Fix memory overflow issue that shows up with when OutType is uint8_t and input_stride > output_stride (pytorch#5169)

q10 · facebook-github-bot · commit c25c3edfbc3c · 2025-11-25T19:49:30.000-08:00
Summary: X-link: facebookresearch/FBGEMM#2170 X-link: facebookresearch/FBGEMM#2166 In edge cases, the weight input_stride and output_stride could be different. In this case, out will move based on out_stride but copy data with size input_stride. If input_stride is larger than output_stride, the memcpy could overflow. this fix guarantees the safe memcpy, and is backward compatible for cases that input_stride <= output_stride. ==== The context is S592128, where the predictor crashes every so often bc of bad input being provided to memcpy, which causes memory overflow. The issues show up when nobag=true, OutType=uint8_t, and input_stride > output_stride. From what I can tell, if input_stride and output_stride are not provided to us (i.e. a -1 is passed), we compute it ourselves. But it is possible for users to have users pass in custom-sized tables to us, where input_stride is greater than output_stride. The code already has an assert beforehand to check for this case, but apparently, assert() can be disabled when -DNDEBUG is provided during compilation, which is probably what is being passed in when building the package and why we see the crash. Emma provided the initial patch, which is to copy just the min(input_stride, output_stride) amount of buffer per row. It provides backward compatibility with existing behavior, and just adjusts it so that the corner case doesnt crash the predictor. I have added the unit test to the patch, based on the existing EmbeddingSpMDMTest.basicTest. I initially tried to fit it into EmbeddingSpMDMTest.basicTest, but figured it would be better to have a standalone test bc it is testing a corner case, not adding more coordinates to the test matrix. Reviewed By: emlin, spcyppt Differential Revision: D87734295
diff --git a/src/RefImplementations.cc b/src/RefImplementations.cc
@@ -1216,9 +1216,7 @@ bool EmbeddingSpMDM_ref(
   if (output_stride == -1) {
     output_stride = block_size;
   }
-  if constexpr (isOutput8bit) {
-    assert(input_stride == output_stride);
-  }
+
   vector<float> buf(block_size);
 
   if constexpr (isWeight8bit) {
@@ -1241,8 +1239,15 @@ bool EmbeddingSpMDM_ref(
           return false;
         }
         if constexpr (isOutput8bit) {
+          // In edge cases, input_stride can be larger than output_stride, and
+          // the assert macro will be a no-op if -DNDEBUG compilation flag is
+          // added (e.g. prod package).  To prevent memory overflow and also be
+          // backward- compatible, we get the min value of input_stride and
+          // output_stride, and only copy the overlap part of data.

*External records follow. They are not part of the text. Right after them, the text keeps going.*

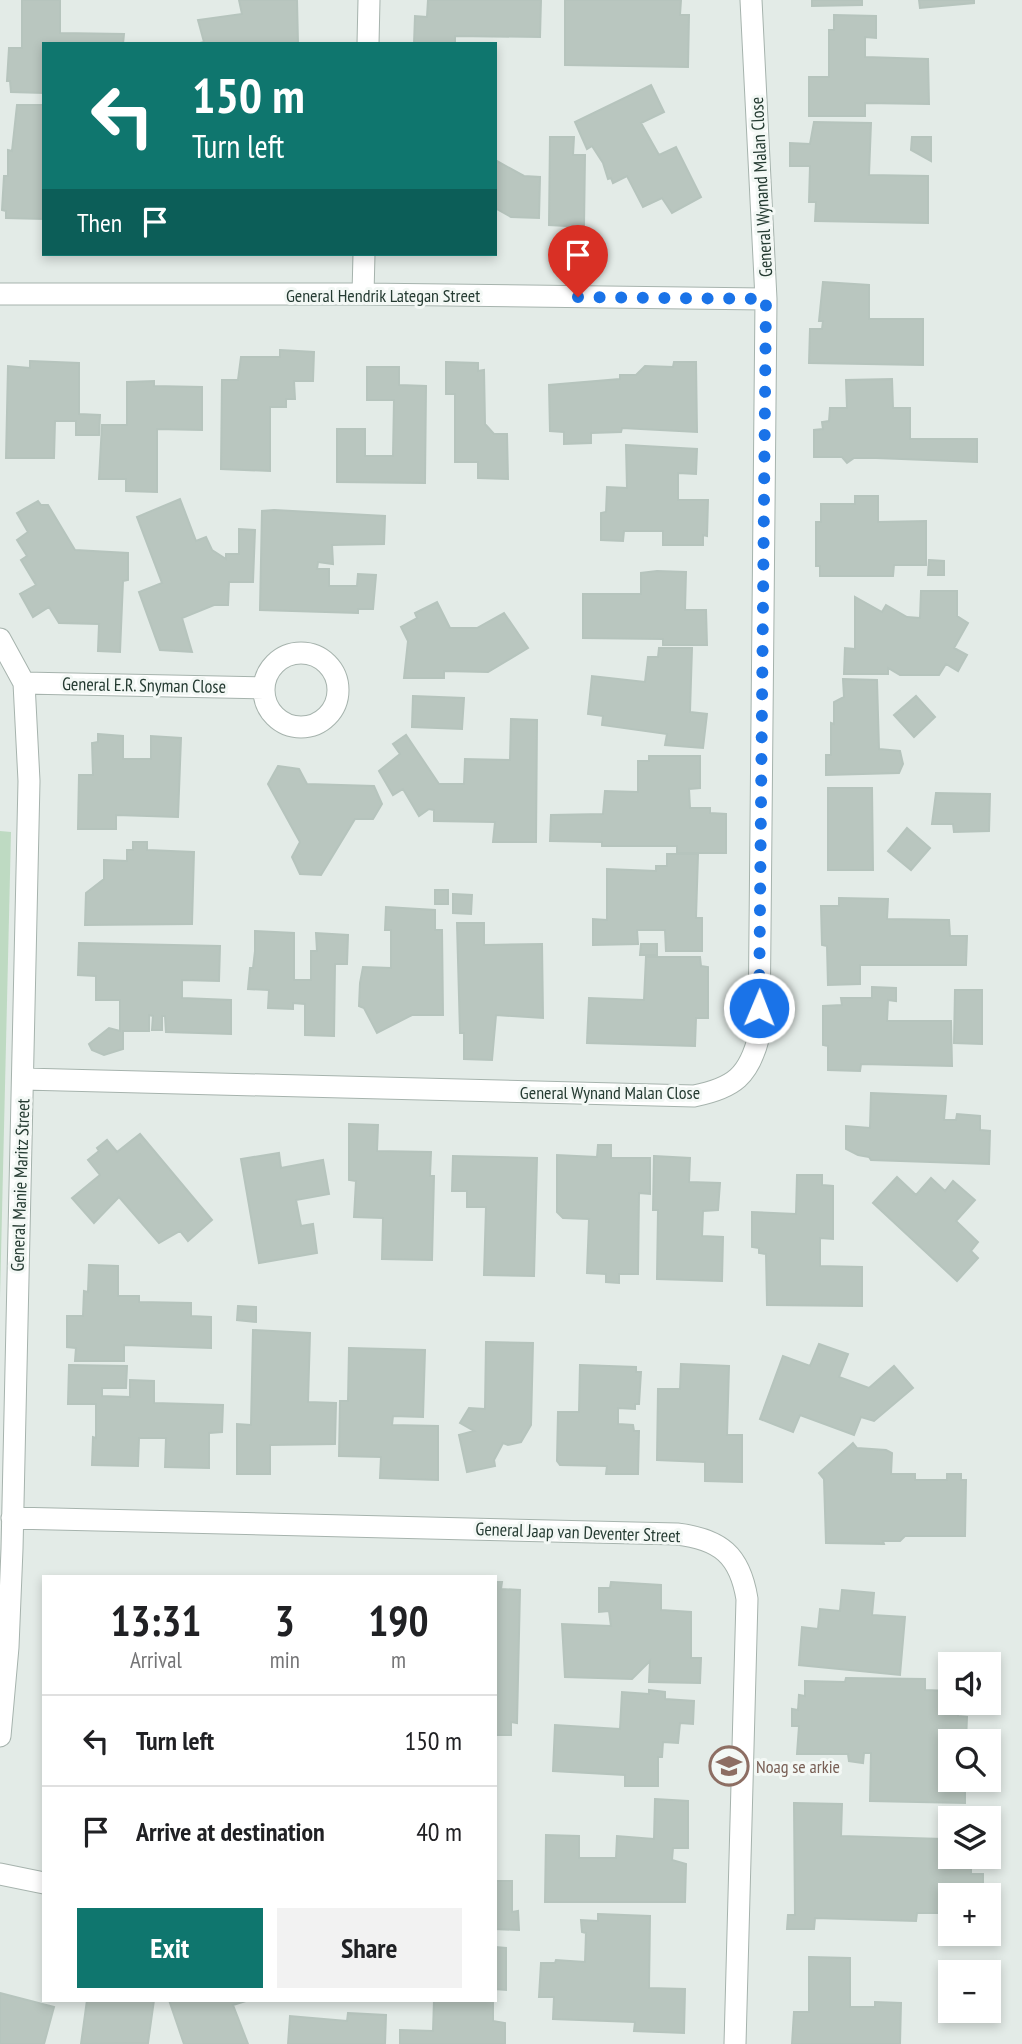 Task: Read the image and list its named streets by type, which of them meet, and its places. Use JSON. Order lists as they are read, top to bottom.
{
  "streets": {
    "street": [
      "General Wynand Malan Close",
      "General Hendrik Lategan Street",
      "General E.R. Snyman Close",
      "General Manie Maritz Street",
      "General Jaap van Deventer Street"
    ]
  },
  "crossings": [
    ["General Wynand Malan Close", "General Hendrik Lategan Street"],
    ["General Wynand Malan Close", "General Manie Maritz Street"],
    ["General E.R. Snyman Close", "General Manie Maritz Street"],
    ["General Manie Maritz Street", "General Jaap van Deventer Street"]
  ],
  "places": {
    "school or university": ["Noag se arkie"]
  },
  "page": {
    "turn": ["150 m", "Turn left"],
    "then": "Then",
    "eta": [
      "13:31",
      "Arrival",
      "3",
      "min",
      "190",
      "m"
    ],
    "map_buttons": ["+", "−"],
    "list": [
      {
        "name": "Turn left",
        "value": "150 m"
      },
      {
        "name": "Arrive at destination",
        "value": "40 m"
      }
    ],
    "buttons": ["Exit", "Share"]
  }
} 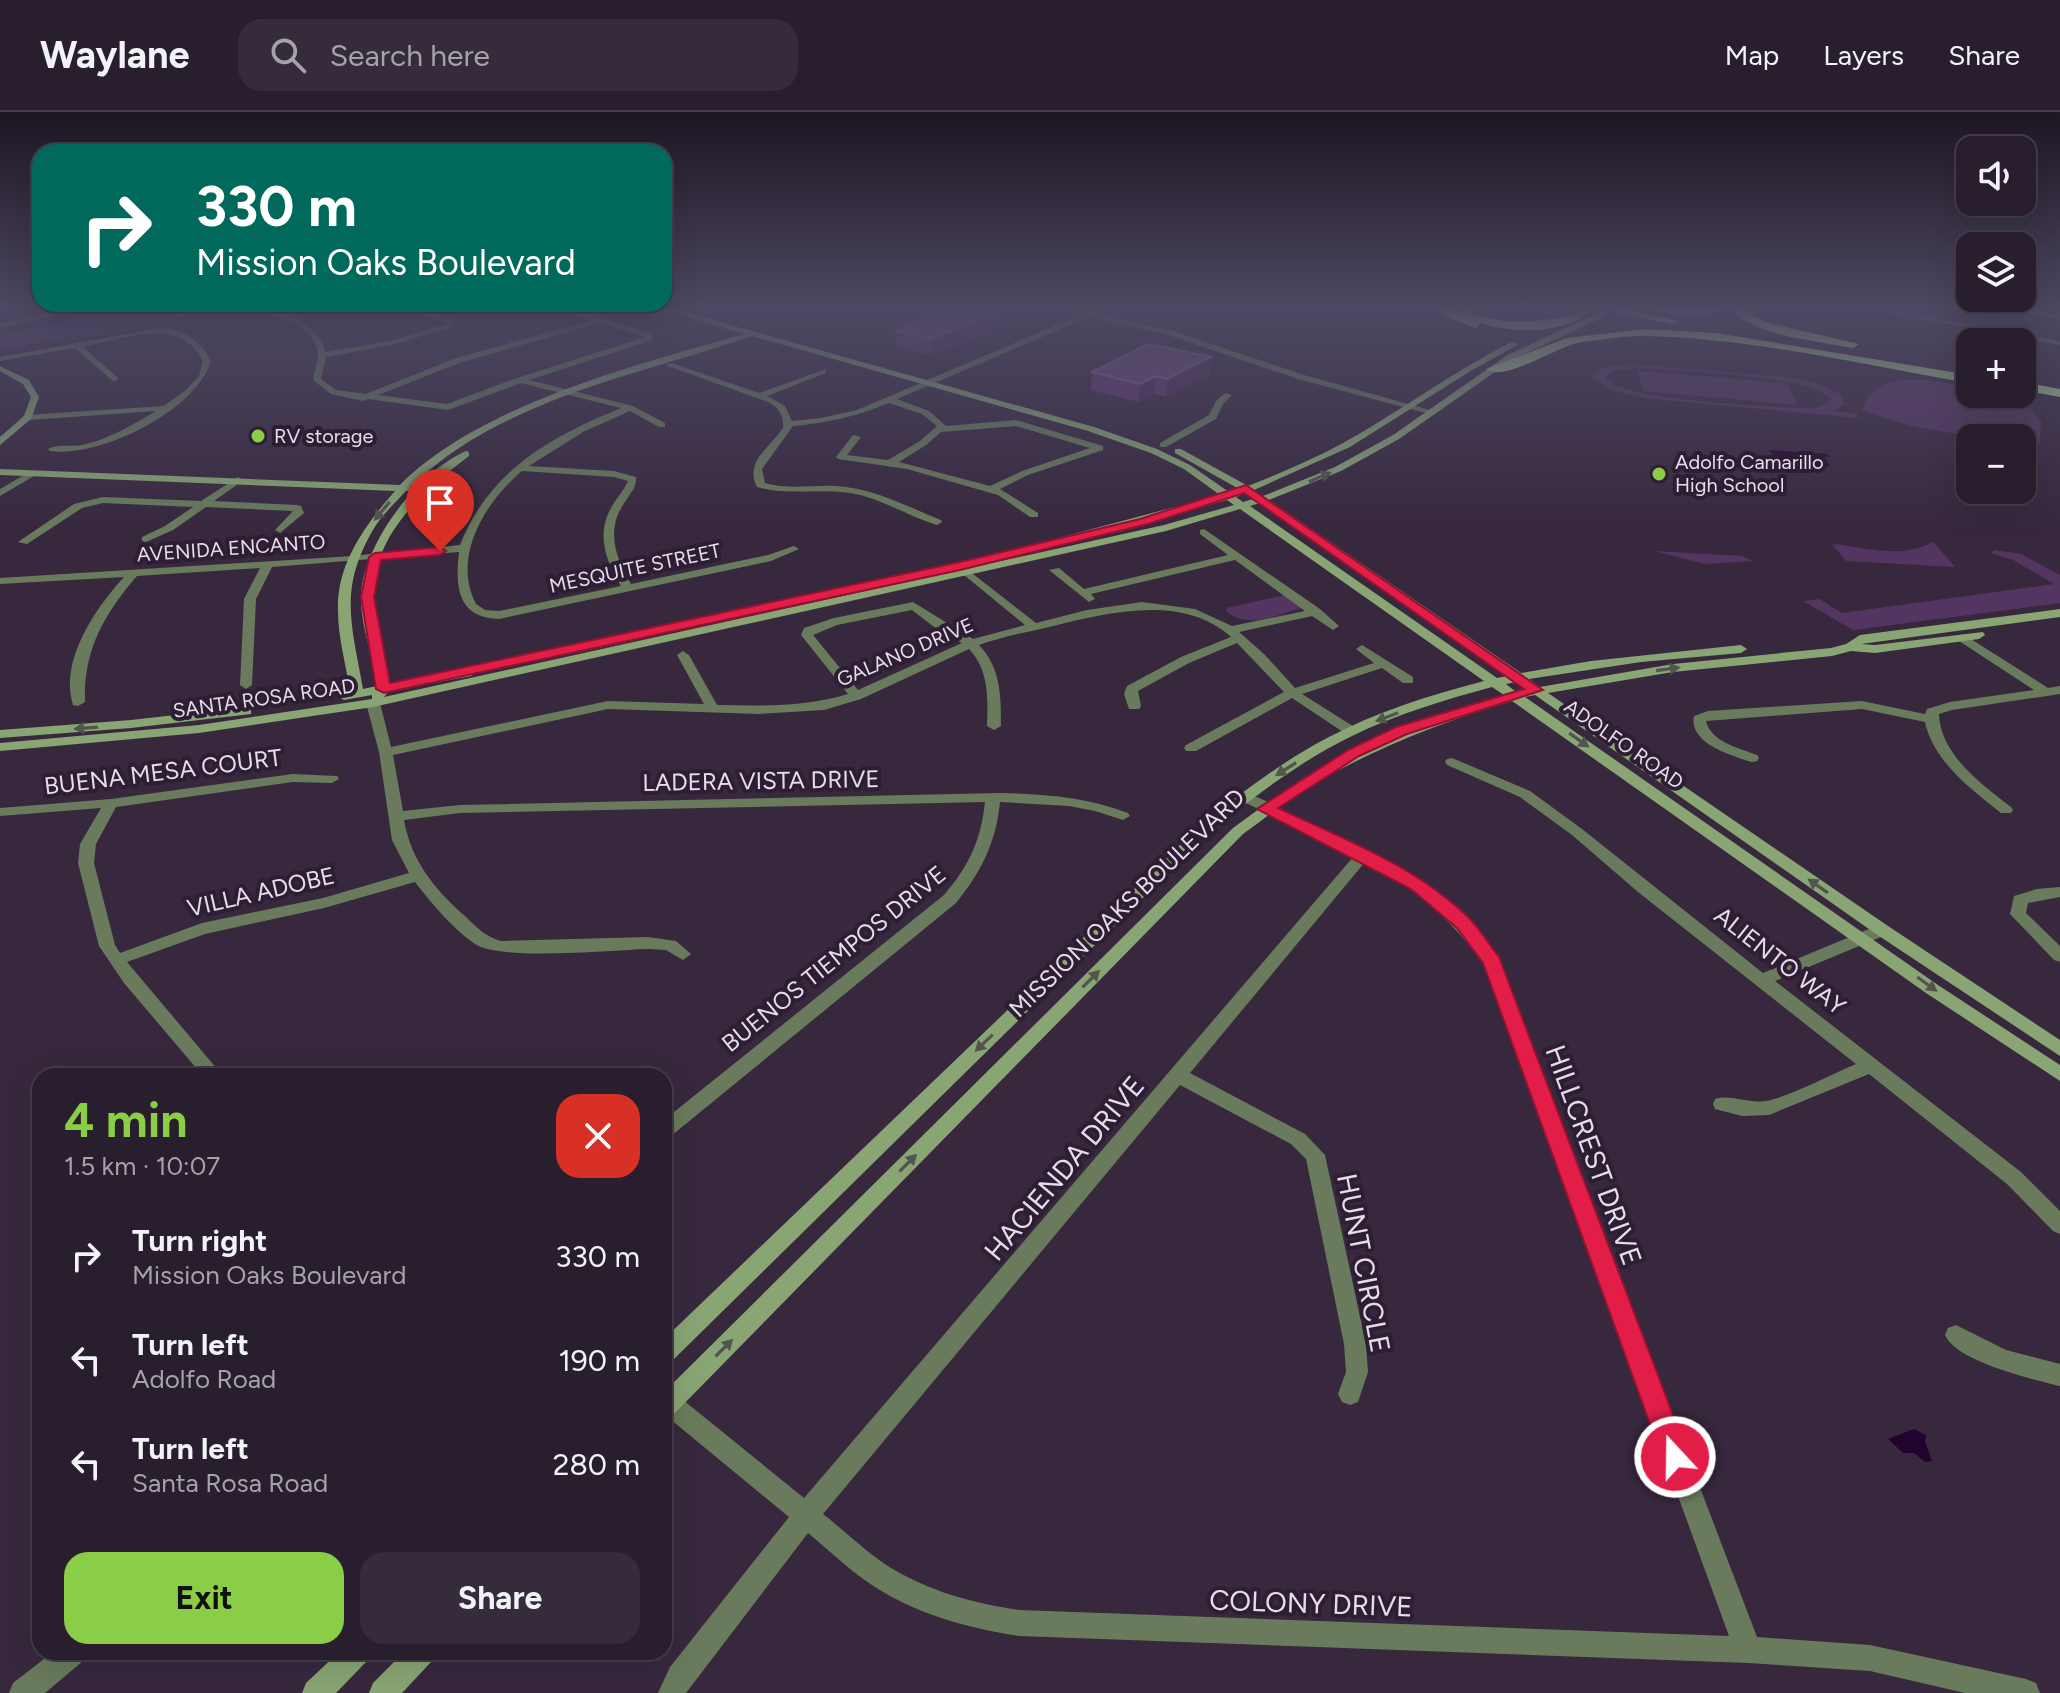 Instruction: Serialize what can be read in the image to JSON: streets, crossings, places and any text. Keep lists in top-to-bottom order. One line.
{"streets":{"main road":["SANTA ROSA ROAD","ADOLFO ROAD","MISSION OAKS BOULEVARD"],"street":["AVENIDA ENCANTO","MESQUITE STREET","GALANO DRIVE","BUENA MESA COURT","LADERA VISTA DRIVE","VILLA ADOBE","BUENOS TIEMPOS DRIVE","ALIENTO WAY","HILLCREST DRIVE","HACIENDA DRIVE","HUNT CIRCLE","COLONY DRIVE"]},"crossings":[["AVENIDA ENCANTO","MESQUITE STREET"],["GALANO DRIVE","MISSION OAKS BOULEVARD"],["SANTA ROSA ROAD","ADOLFO ROAD"],["ADOLFO ROAD","MISSION OAKS BOULEVARD"],["LADERA VISTA DRIVE","BUENOS TIEMPOS DRIVE"],["MISSION OAKS BOULEVARD","HILLCREST DRIVE"],["HILLCREST DRIVE","HACIENDA DRIVE"],["HILLCREST DRIVE","COLONY DRIVE"],["HACIENDA DRIVE","HUNT CIRCLE"],["HACIENDA DRIVE","COLONY DRIVE"]],"places":["RV storage","Adolfo Camarillo High School"],"page":{"header":"Waylane","search":"Search here","nav":["Map","Layers","Share"],"map_buttons":["+","−"],"turn":["330 m","Mission Oaks Boulevard"],"heading":["4 min","1.5 km · 10:07"],"list":[{"name":"Turn right","note":"Mission Oaks Boulevard","value":"330 m"},{"name":"Turn left","note":"Adolfo Road","value":"190 m"},{"name":"Turn left","note":"Santa Rosa Road","value":"280 m"}],"buttons":["Exit","Share"]}} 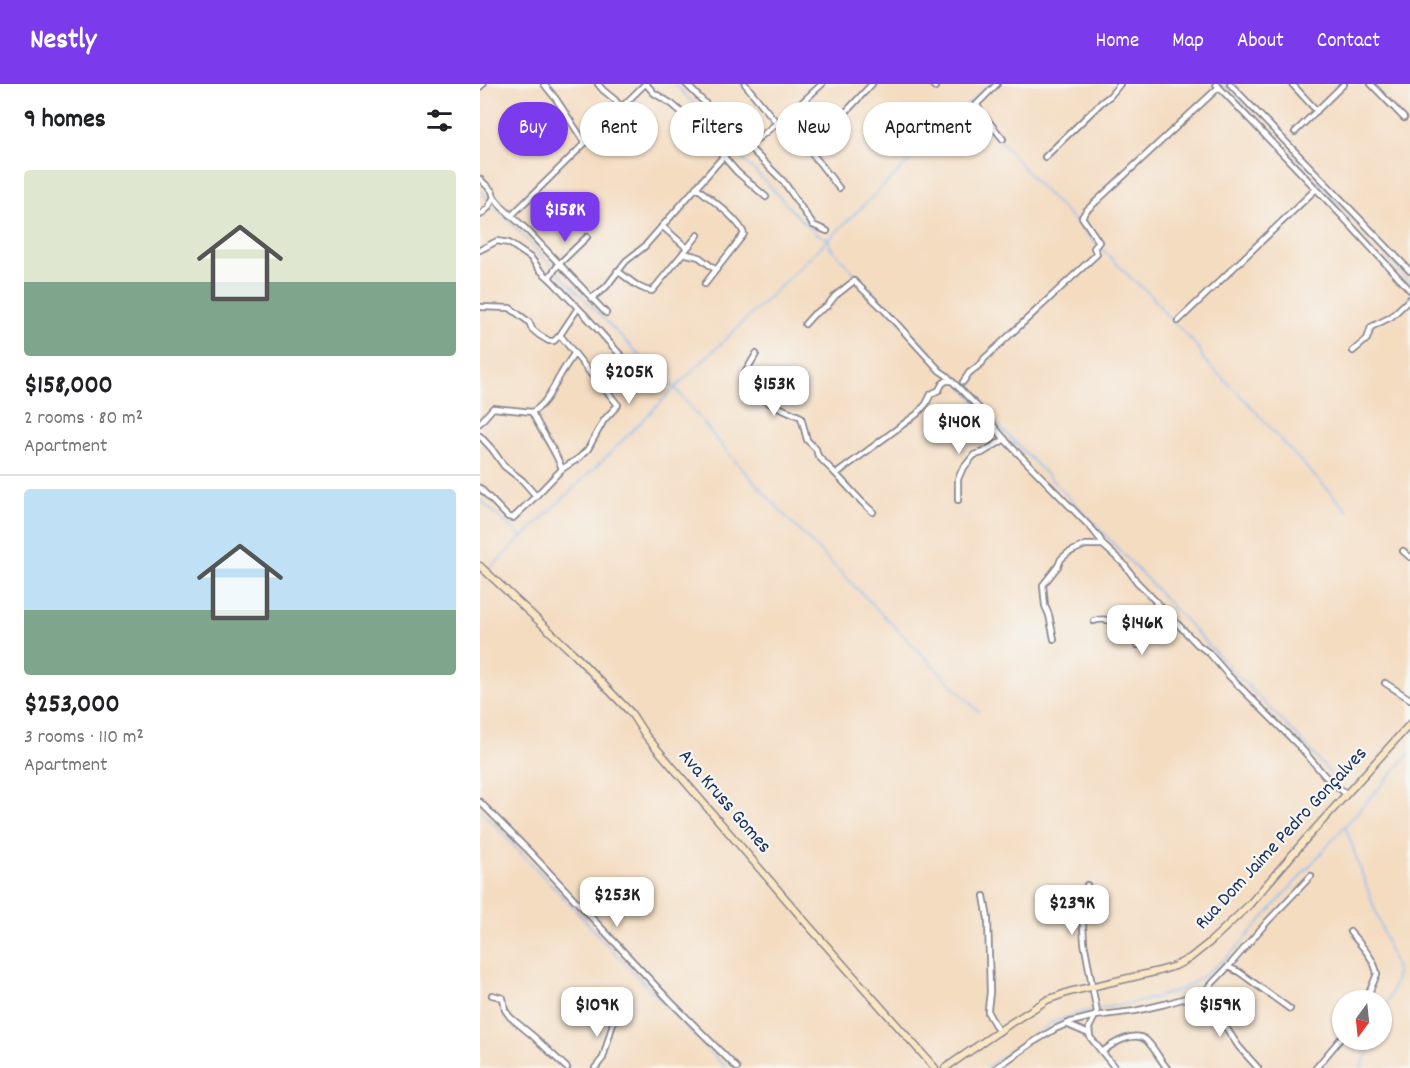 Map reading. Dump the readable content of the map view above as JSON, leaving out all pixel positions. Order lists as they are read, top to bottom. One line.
{"streets":{"street":["Ava Kruss Gomes","Rua Dom Jaime Pedro Gonçalves"]},"north":"bottom","page":{"header":"Nestly","nav":["Home","Map","About","Contact"],"heading":"9 homes","chip":["Buy","Rent","Filters","New","Apartment"],"list":[{"name":"$158,000","note":"2 rooms · 80 m² · Apartment"},{"name":"$253,000","note":"3 rooms · 110 m² · Apartment"}],"price":["$158K","$205K","$153K","$140K","$146K","$253K","$239K","$109K","$159K"]}} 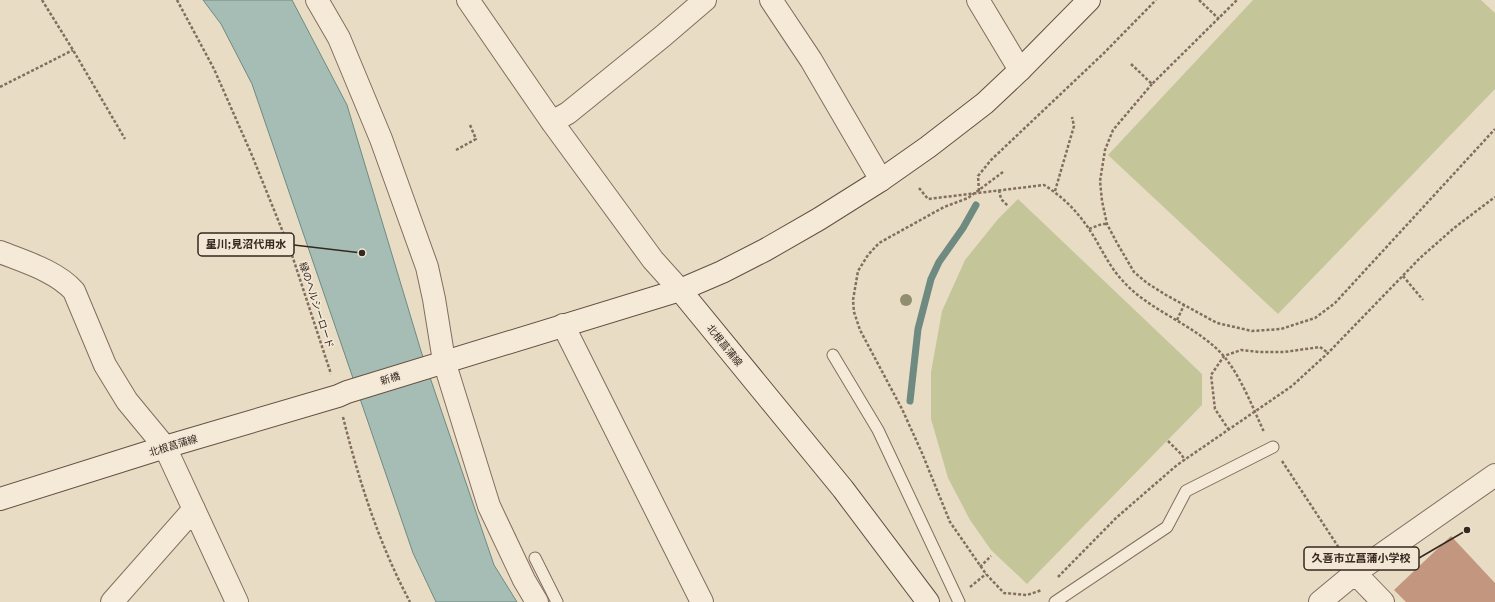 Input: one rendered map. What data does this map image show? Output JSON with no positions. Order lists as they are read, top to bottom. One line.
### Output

+          const auto copy_width = std::min(output_stride, input_stride);
           const InType* input_row_ptr = input + input_stride * idx;
-          memcpy(out, input_row_ptr, sizeof(InType) * input_stride);
+          memcpy(out, input_row_ptr, sizeof(InType) * copy_width);
+
         } else {
           memset(buf.data(), 0, sizeof(float) * block_size);
           const float* scale_bias = reinterpret_cast<const float*>(
diff --git a/test/EmbeddingSpMDMTest.cc b/test/EmbeddingSpMDMTest.cc
@@ -433,6 +433,222 @@ TEST_P(EmbeddingSpMDMTest, basicTest) {
   } // end for input
 }
 
+TEST_P(EmbeddingSpMDMTest, noBagUint8Test) {
+  vector<vector<int>> inputs(GetInputs_());
+
+  random_device r;
+  default_random_engine generator(r());
+  uniform_int_distribution<> bool_dist(0, 1);
+
+  bool isIndex64b = bool_dist(generator);
+  bool isOffset64b = bool_dist(generator);
+  bool use_offsets = bool_dist(generator);
+  auto [prefetch, weight_choice, corner_case, _tmp1, _tmp2] = GetParam();
+
+  // Fix the input and output types to be uint8_t
+  const auto in_type = QINT8, out_type = QINT8;
+
+  // Skip corner cases for this focused test
+  if (corner_case != NONE) {
+    return;
+  }
+
+  for (auto input : inputs) {
+    int batch_size = input[0];
+    int num_rows = input[1];
+    int embedding_dim = input[2];
+
+    // Set output_stride < input_stride to test the bug fix
+    // This is the edge case where memory overflow could occur
+    int output_stride = embedding_dim;
+    int input_stride = embedding_dim * 2 + 3;
+
+    // Create embedding table with uint8_t data
+    vector<uint8_t> embedding_table_qint8(num_rows * input_stride);
+    uniform_int_distribution<int> uint8_dist(0, 255);
+    for (int i = 0; i < num_rows; ++i) {
+      for (int j = 0; j < embedding_dim; ++j) {
+        embedding_table_qint8[i * input_stride + j] =
+            static_cast<uint8_t>(uint8_dist(generator));
+      }
+    }
+
+    // For no_bag case, each index produces one output row
+    // So output_size = number of indices = batch_size for simplicity
+    int output_size = batch_size;
+
+    vector<int64_t> indices;
+    vector<int32_t> indices_32;
+    for (int i = 0; i < output_size; ++i) {
+      uniform_int_distribution<> row_dist(0, num_rows - 1);
+      int64_t idx = row_dist(generator);
+      indices.push_back(idx);
+      indices_32.push_back(static_cast<int32_t>(idx));
+    }
+
+    // For no_bag, we still need offsets/lengths but they're just 0,1,2,3...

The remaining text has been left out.